Woody Johnson, the United States' ambassador to the United Kingdom told the BBC that post Brexit, that the United Kingdom should change their food-safety standards to allow in chicken and beef grown in the United States. Currently, the European Union does not allow it, because producers use processes that are not allowed there.

In the grand tradition of the Trump Administration, Ambassador Johnson told the BBC that the United States has the lowest levels of food poisoning, a claim that the BBC was quickly able to debunk. "So the US has four times as many confirmed cases of campylobacter per thousand people as the UK - and twenty times as many cases of salmonella," they reported. And when told that farming organizations in the United Kingdom believed that animal welfare and environmental standards in the United States were lower than those in Europe (one wonders how they could have possibly come to that conclusion...), Ambassador Johnson suggested that some sort of anti-Americanism in the European Union was at work.

Now, I'm not a particularly adept salesperson; I find that I have to really enthusiastic about a product or service to have any chance of selling it to someone else.
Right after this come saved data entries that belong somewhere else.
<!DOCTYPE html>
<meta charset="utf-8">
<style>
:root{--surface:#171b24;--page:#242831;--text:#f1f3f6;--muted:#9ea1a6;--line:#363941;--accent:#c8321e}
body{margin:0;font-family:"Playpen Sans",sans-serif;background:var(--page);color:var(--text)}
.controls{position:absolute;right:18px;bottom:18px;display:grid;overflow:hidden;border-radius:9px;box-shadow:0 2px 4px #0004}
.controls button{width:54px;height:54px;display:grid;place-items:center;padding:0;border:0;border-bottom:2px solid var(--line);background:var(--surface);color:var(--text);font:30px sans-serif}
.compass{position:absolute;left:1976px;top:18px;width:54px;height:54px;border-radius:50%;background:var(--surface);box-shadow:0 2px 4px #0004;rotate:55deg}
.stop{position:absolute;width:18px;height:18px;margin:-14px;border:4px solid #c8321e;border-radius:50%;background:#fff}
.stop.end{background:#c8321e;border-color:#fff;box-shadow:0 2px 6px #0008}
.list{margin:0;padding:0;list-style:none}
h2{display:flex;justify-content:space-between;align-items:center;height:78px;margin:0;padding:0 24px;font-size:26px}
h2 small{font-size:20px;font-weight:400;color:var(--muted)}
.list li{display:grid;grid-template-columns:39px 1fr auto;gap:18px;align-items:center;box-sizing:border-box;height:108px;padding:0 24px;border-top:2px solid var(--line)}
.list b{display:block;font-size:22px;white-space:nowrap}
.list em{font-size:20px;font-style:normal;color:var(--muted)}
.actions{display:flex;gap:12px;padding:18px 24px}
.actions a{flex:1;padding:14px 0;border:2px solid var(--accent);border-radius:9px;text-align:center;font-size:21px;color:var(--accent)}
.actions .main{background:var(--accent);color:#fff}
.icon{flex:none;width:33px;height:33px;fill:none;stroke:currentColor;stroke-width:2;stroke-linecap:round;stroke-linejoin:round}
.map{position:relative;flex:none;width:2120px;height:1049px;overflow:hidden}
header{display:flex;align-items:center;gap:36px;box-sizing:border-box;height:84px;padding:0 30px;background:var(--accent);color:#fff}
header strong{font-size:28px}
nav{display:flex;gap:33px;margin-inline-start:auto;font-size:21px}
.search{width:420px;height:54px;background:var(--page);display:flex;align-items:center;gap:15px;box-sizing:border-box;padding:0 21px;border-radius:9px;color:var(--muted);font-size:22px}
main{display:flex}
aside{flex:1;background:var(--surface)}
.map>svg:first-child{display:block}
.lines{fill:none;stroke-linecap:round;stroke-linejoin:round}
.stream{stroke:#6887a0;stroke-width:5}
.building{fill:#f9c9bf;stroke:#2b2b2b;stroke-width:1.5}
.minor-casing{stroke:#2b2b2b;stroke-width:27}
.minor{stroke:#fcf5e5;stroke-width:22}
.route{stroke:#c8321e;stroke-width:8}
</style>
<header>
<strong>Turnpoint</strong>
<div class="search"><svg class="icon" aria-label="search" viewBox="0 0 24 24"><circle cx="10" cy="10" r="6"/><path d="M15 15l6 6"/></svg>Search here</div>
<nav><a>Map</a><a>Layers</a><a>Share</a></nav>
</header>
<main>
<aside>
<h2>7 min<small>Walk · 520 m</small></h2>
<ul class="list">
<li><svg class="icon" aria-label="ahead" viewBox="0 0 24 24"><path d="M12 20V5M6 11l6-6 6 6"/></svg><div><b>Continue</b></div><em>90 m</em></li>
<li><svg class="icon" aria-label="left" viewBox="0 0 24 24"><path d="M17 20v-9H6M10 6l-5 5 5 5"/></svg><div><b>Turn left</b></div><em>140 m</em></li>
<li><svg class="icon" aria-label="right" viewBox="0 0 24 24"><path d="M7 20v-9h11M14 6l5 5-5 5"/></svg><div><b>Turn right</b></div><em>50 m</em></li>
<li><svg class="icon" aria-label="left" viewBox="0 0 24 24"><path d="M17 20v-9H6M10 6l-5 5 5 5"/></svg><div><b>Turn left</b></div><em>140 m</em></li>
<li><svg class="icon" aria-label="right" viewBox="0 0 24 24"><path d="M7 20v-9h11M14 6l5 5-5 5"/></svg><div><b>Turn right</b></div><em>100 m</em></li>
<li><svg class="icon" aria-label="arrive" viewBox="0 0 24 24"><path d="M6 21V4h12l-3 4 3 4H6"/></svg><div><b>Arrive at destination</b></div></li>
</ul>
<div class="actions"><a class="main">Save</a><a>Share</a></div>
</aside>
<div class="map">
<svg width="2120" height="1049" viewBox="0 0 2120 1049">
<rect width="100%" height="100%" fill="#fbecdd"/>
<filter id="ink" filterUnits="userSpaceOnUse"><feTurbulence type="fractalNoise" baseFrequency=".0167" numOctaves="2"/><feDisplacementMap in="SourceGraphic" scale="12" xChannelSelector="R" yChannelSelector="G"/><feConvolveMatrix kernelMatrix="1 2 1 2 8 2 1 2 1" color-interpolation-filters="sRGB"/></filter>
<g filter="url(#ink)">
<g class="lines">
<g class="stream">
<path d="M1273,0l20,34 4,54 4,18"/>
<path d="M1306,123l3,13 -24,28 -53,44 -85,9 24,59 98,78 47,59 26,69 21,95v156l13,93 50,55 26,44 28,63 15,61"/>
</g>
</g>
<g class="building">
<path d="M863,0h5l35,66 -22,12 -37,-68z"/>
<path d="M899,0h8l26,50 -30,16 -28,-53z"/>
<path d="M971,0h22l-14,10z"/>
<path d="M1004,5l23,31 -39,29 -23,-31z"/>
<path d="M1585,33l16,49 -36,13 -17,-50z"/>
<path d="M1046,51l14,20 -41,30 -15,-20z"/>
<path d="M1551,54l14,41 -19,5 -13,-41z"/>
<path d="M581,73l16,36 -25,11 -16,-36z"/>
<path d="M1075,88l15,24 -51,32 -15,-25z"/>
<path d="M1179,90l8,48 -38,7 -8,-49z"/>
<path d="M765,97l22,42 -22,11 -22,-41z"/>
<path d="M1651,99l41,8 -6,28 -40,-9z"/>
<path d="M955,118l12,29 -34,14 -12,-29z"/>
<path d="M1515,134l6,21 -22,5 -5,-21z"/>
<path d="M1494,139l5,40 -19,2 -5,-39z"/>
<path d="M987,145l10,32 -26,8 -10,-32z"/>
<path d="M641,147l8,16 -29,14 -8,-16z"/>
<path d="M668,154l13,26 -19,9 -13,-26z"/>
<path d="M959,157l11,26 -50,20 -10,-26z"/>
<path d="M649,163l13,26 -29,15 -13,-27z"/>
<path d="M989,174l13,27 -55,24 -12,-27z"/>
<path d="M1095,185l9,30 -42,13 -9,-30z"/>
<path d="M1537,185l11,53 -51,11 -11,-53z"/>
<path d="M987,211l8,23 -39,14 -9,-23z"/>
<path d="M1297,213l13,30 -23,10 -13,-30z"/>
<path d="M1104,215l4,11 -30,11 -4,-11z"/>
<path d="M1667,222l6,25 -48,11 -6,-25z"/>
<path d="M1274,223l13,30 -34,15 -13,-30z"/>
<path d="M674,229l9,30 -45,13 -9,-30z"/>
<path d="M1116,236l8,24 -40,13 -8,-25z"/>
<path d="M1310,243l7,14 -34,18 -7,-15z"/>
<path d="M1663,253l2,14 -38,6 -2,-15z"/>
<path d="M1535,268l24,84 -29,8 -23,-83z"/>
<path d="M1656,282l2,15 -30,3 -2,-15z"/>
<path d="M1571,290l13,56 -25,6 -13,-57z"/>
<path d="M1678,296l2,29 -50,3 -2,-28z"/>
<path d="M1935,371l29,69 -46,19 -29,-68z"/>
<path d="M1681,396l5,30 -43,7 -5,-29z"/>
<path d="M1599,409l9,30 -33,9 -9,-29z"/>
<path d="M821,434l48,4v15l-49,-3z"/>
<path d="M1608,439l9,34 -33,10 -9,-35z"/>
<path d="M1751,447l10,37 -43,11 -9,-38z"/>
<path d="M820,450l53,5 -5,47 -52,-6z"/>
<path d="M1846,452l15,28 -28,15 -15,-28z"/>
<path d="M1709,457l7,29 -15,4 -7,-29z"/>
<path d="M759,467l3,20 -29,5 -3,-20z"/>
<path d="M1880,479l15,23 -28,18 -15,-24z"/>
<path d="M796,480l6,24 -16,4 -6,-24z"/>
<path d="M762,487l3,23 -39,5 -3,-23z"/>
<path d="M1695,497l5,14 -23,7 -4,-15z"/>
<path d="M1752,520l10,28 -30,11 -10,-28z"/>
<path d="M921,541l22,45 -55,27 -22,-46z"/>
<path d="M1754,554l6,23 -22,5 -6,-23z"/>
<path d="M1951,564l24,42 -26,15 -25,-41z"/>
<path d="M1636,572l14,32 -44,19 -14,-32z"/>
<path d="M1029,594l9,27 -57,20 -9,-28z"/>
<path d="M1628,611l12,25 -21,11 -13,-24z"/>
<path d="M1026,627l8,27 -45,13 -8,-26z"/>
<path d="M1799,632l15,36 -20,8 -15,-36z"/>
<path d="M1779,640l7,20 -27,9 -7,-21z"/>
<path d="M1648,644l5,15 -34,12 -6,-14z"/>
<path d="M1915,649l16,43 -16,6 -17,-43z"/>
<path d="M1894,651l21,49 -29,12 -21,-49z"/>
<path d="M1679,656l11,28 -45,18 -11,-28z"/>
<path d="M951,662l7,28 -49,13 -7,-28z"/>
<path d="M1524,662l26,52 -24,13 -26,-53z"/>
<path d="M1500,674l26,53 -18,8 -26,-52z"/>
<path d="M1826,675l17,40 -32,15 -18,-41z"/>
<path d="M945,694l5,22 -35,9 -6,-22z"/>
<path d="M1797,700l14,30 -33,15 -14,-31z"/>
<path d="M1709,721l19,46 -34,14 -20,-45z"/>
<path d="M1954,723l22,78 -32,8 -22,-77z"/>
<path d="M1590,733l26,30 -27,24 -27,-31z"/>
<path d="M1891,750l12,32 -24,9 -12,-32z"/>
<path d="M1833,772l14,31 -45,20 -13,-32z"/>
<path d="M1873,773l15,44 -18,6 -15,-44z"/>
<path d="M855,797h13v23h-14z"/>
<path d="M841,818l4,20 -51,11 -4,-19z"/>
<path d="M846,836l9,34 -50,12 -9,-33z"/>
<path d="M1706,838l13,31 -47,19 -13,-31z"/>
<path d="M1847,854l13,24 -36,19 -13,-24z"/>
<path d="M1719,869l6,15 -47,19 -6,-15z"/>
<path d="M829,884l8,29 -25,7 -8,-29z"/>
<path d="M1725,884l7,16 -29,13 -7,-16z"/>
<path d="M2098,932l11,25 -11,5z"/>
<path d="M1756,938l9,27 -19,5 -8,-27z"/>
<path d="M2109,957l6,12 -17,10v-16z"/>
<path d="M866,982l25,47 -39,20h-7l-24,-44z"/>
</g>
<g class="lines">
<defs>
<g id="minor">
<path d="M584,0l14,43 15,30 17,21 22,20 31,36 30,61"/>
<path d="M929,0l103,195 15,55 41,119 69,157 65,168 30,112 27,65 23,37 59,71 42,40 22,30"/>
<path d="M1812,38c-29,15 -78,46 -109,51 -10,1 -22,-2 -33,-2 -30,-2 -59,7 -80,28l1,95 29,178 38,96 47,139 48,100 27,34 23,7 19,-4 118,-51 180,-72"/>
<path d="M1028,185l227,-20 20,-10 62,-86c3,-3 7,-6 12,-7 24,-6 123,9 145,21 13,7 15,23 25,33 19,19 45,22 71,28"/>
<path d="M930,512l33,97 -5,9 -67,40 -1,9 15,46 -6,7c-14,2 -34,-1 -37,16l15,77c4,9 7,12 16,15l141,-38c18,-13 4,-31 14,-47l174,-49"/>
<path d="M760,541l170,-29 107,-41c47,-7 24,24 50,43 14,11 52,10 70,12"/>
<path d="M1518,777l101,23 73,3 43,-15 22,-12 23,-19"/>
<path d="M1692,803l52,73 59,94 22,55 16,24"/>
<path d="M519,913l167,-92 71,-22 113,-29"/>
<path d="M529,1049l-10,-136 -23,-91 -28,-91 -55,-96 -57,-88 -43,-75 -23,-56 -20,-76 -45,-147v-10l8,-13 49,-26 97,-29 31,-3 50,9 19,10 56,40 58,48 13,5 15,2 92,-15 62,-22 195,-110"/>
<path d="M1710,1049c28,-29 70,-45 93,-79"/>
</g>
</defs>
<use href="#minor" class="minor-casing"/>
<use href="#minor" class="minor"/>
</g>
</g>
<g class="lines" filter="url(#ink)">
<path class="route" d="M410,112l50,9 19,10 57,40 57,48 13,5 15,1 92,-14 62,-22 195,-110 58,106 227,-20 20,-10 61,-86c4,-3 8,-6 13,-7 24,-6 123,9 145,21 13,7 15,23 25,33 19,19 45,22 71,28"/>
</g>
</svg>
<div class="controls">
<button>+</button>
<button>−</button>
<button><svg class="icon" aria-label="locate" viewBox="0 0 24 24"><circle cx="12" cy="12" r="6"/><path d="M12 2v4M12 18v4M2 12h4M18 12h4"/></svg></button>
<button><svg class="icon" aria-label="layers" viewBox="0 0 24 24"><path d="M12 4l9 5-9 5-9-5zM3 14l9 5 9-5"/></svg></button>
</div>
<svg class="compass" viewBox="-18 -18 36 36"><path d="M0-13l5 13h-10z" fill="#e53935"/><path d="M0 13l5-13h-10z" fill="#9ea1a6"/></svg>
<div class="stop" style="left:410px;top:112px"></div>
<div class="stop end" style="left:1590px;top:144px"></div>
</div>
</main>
But it seems to me that when you have a situation in which people have doubts about the product they're being asked to purchase, arguably false statements and conspiracy theorizing are unlikely to land a sale.

It's likely easy to understand what American agricultural businesses aren't keen on the Europeans' food safety rules. My personal bet would be on the idea that food production in the United Kingdom and European Union uses food safety procedures that would be expensive to implement nation-wide, and even if some producers were using them, a certification process would also be expensive.

But one of the things about trade is that it's the exchange of things that both sides want or need. Ambassador Johnson appears to be banking on the idea that British shoppers will set aside whatever concerns they may have if lower-priced American meats show up in their grocery stores. And he is likely right about that to a certain extent - there will always be people who are willing to take on a certain level of risk for the chance to eat better or otherwise improve their material standards. And it's not like the general public in the United States has been up in arms over the approximately four per thousand people who come down with campylobacter or salmonella-based food poisoning in a given year. (Although salmonella warnings in produce seem to be happening with somewhat greater frequency.) So, dodgy statistics or none, the overall claim that meats created in the United States are safe is a reasonable one.

Still, if you want someone to buy something that they don't need to buy, it must be on their terms. I suspect that the United States would be better off acknowledging that.